Empresa demite funcionário que faltou ao trabalho por internação de bebê com doença rara
Redação RedeTV!Bebê tem epidermólise bolhosa e família faz vaquinha para custear tratamento de R$ 1.900

(Foto: Arquivo Pessoal)
O estoquista Felipe Guimarães foi demitido do emprego no Rio de Janeiro após faltar ao trabalho para acompanhar o filho de quatro meses, Lohan, internado em estado grave na Unidade de Terapia Intensiva (UTI). O bebê possui epidermólise bolhosa, uma doença genética rara que causa lesões e bolhas na pele ao menor atrito.
O trabalhador apresentou declarações médicas para justificar as ausências nos primeiros dias de internação. A empresa, no entanto, rescindiu o contrato sob a justificativa de excesso de documentos apresentados e por uma ausência que ficou sem justificativa formal. A demissão extinguiu a única fonte de renda fixa da família. "Foi desesperador para mim e para a minha esposa", diz, em entrevista ao portal 'CRESCER'.
"Ela causa bolhas se tiver qualquer atrito, não tem cura pra essa doença ainda, existe o tratamento que é de custo muito alto", explica.
A condição de saúde do recém-nascido foi identificada em 4 de fevereiro deste ano, data do parto realizado por meio de uma cesárea de emergência. O bebê nasceu sem chorar, com lesões visíveis, e necessitou de intubação imediata, oxigênio e instalação de sonda gástrica.
"Quando a bolsa estourou, minha esposa chegou no hospital e precisou fazer cesária, pela cor do líquido que estava saindo. Quando ele nasceu, ele não chorou. Nasceu com umas lesões e precisou ir direto para a UTI. Ele foi entubado, ficou no oxigênio e precisou colocar sonda gástrica", afirma.

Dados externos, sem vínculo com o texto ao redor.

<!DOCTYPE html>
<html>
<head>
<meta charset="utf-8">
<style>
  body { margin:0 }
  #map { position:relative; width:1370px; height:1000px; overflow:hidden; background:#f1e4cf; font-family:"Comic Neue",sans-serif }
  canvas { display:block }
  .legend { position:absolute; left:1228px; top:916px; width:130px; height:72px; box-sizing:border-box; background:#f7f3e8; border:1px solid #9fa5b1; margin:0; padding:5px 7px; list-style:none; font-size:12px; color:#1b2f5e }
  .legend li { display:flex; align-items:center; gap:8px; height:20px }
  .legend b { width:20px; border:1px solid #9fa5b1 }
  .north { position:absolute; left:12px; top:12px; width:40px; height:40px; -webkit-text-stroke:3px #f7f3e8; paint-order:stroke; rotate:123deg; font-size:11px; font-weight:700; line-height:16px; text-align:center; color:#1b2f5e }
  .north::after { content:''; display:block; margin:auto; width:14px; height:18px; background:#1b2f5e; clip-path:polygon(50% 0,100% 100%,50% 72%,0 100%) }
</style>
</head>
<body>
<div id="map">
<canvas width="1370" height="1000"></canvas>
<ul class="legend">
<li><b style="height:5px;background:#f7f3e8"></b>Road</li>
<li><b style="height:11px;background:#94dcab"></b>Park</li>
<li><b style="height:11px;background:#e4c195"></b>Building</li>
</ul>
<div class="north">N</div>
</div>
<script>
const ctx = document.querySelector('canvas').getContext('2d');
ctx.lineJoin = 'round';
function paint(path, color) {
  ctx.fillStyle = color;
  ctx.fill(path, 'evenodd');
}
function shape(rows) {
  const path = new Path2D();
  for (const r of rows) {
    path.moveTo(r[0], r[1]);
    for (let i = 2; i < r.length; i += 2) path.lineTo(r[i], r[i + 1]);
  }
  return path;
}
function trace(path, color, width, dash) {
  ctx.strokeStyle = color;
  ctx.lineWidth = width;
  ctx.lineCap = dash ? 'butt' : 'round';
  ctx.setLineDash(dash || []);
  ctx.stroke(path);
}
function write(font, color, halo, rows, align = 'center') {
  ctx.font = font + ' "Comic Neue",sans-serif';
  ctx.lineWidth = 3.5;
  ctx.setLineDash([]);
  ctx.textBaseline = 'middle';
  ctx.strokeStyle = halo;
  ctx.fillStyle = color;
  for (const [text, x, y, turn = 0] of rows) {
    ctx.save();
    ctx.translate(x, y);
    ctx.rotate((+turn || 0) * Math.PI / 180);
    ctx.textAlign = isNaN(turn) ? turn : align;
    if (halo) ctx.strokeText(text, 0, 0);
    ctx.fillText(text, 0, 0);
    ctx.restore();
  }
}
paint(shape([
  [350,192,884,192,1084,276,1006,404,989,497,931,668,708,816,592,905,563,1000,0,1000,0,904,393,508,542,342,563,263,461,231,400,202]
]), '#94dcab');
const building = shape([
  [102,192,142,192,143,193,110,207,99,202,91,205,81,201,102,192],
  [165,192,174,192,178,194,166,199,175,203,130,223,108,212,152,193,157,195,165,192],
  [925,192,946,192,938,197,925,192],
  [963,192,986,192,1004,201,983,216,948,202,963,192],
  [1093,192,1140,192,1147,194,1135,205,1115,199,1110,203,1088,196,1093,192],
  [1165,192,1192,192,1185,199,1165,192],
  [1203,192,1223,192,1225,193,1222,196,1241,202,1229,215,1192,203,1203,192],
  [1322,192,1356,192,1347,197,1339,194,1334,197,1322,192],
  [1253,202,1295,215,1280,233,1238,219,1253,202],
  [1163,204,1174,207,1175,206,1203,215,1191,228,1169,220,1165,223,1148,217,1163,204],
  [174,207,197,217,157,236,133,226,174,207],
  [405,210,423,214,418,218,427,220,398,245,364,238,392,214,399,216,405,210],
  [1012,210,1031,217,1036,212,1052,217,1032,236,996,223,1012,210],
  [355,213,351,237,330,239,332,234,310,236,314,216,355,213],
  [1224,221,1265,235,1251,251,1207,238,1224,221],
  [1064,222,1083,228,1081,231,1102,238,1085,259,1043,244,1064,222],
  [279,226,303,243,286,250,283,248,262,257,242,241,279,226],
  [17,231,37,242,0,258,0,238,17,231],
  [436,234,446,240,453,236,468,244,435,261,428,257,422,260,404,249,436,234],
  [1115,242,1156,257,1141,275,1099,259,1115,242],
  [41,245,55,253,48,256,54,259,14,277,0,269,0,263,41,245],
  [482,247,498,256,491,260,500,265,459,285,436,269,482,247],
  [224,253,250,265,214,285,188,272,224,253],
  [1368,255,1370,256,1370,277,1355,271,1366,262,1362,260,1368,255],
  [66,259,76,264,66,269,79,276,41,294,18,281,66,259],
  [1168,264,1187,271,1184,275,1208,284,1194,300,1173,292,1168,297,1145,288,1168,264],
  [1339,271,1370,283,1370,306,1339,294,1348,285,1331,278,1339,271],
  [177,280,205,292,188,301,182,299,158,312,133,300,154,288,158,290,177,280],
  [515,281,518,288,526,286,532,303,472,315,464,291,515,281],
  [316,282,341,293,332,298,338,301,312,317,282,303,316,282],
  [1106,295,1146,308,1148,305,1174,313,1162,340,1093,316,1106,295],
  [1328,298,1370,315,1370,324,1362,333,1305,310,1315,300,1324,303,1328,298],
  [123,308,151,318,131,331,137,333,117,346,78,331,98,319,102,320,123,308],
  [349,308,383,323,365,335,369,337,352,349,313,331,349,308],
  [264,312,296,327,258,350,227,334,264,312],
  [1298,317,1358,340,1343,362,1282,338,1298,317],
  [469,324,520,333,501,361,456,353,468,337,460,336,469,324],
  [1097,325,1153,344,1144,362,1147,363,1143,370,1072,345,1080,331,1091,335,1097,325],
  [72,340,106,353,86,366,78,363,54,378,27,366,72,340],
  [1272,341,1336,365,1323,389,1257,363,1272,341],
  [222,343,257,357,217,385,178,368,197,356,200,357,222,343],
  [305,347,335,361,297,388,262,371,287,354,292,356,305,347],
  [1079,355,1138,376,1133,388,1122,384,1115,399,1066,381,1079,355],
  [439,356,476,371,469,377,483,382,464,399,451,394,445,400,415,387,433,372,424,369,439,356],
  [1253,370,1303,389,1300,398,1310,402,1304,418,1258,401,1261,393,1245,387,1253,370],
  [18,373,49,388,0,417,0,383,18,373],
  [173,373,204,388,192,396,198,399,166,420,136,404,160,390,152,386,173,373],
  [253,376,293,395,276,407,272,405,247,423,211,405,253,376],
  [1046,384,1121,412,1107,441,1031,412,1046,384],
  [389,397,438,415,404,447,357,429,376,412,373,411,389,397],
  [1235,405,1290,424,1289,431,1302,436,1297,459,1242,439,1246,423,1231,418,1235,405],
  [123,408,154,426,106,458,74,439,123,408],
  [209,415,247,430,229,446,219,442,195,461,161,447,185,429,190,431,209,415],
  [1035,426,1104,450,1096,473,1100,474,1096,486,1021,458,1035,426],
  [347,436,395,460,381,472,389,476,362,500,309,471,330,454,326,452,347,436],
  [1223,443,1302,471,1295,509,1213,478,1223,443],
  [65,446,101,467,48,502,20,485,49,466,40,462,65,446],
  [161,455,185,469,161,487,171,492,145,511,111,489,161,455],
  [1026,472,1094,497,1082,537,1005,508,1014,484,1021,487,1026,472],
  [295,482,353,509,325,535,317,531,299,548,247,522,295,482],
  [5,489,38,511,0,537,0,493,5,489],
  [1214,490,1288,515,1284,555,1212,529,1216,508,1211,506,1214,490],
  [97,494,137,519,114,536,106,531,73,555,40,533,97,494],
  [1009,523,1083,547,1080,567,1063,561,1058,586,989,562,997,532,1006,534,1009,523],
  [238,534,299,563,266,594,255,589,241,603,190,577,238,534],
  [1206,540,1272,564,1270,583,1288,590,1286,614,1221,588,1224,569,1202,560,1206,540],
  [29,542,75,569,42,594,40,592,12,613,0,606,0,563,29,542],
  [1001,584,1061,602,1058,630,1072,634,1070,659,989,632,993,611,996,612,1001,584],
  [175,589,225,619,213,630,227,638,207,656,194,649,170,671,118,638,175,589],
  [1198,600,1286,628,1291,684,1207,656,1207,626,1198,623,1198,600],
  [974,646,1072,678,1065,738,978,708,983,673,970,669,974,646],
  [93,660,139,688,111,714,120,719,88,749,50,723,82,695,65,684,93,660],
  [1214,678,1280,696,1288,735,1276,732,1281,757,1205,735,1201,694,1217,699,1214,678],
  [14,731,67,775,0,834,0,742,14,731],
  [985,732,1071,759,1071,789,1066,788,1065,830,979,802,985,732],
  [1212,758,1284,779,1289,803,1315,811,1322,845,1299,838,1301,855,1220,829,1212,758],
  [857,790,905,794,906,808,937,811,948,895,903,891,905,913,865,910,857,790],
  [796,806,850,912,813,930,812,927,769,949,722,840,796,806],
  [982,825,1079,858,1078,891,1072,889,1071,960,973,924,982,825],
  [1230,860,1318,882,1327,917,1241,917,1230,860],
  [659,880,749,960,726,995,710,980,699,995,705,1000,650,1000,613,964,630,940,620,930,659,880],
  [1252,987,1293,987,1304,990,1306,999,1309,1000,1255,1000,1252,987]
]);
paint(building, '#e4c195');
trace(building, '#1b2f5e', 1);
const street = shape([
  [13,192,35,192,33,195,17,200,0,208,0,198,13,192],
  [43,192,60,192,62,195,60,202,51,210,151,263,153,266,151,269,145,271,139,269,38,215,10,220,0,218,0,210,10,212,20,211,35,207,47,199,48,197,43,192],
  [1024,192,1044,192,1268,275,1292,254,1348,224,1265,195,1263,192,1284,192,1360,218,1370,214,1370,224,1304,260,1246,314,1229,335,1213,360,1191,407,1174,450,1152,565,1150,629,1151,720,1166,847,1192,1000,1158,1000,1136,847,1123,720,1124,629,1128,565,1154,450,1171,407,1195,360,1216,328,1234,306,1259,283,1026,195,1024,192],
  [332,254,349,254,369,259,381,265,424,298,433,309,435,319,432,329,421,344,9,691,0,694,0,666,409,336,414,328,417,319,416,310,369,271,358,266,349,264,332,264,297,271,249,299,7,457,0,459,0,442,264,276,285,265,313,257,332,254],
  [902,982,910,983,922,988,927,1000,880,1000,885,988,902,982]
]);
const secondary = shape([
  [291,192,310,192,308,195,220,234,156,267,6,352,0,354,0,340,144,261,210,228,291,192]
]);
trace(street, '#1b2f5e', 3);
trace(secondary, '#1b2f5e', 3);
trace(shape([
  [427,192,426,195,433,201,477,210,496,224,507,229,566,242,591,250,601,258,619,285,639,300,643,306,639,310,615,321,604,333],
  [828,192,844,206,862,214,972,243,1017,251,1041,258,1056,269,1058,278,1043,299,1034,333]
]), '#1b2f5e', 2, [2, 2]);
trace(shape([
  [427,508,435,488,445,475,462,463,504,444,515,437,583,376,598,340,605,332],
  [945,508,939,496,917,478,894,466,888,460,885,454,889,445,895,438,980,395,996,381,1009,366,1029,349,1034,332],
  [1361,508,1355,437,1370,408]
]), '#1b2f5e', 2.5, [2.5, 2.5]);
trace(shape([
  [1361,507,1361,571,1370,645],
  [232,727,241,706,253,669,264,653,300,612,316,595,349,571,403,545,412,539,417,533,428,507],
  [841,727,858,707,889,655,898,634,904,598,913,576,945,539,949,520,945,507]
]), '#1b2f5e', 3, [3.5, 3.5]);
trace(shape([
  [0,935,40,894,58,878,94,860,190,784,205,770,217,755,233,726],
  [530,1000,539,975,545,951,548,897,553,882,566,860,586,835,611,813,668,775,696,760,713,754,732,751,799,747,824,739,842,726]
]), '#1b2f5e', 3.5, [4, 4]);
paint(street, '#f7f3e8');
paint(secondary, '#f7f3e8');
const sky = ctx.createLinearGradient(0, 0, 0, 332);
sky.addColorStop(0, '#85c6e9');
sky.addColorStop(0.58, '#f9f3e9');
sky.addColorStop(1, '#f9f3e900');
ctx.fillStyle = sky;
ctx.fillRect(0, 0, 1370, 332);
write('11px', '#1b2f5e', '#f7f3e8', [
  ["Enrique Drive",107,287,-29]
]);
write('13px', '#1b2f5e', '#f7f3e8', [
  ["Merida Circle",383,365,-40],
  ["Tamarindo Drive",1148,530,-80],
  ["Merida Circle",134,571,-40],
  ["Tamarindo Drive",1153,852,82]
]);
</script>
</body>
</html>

A mãe da criança enfrentou complicações pós-cirúrgicas e dores intensas que a impediram de se locomover até a UTI nos dias iniciais. Diante da gravidade do quadro do filho, que contraiu infecções, tomou sete ciclos de antibióticos e operou para se alimentar, o pai optou por permanecer no hospital.
"Isso ocorreu mesmo eles sabendo da situação do meu filho e de tudo o que eu estava passando", diz. "Fiquei com vergonha de mim mesmo por ter perdido um emprego sabendo que dali para frente o meu gasto seria muito grande por conta da patologia do Lohan", lembra.
"Tenho a plena certeza de que fiz o certo, minha família em primeiro lugar. Sei que o trabalho era importante, mas não podia deixar meu filho sozinho na UTI sabendo que minha esposa recém-operada não estava em condições para ficar lá com ele", destaca.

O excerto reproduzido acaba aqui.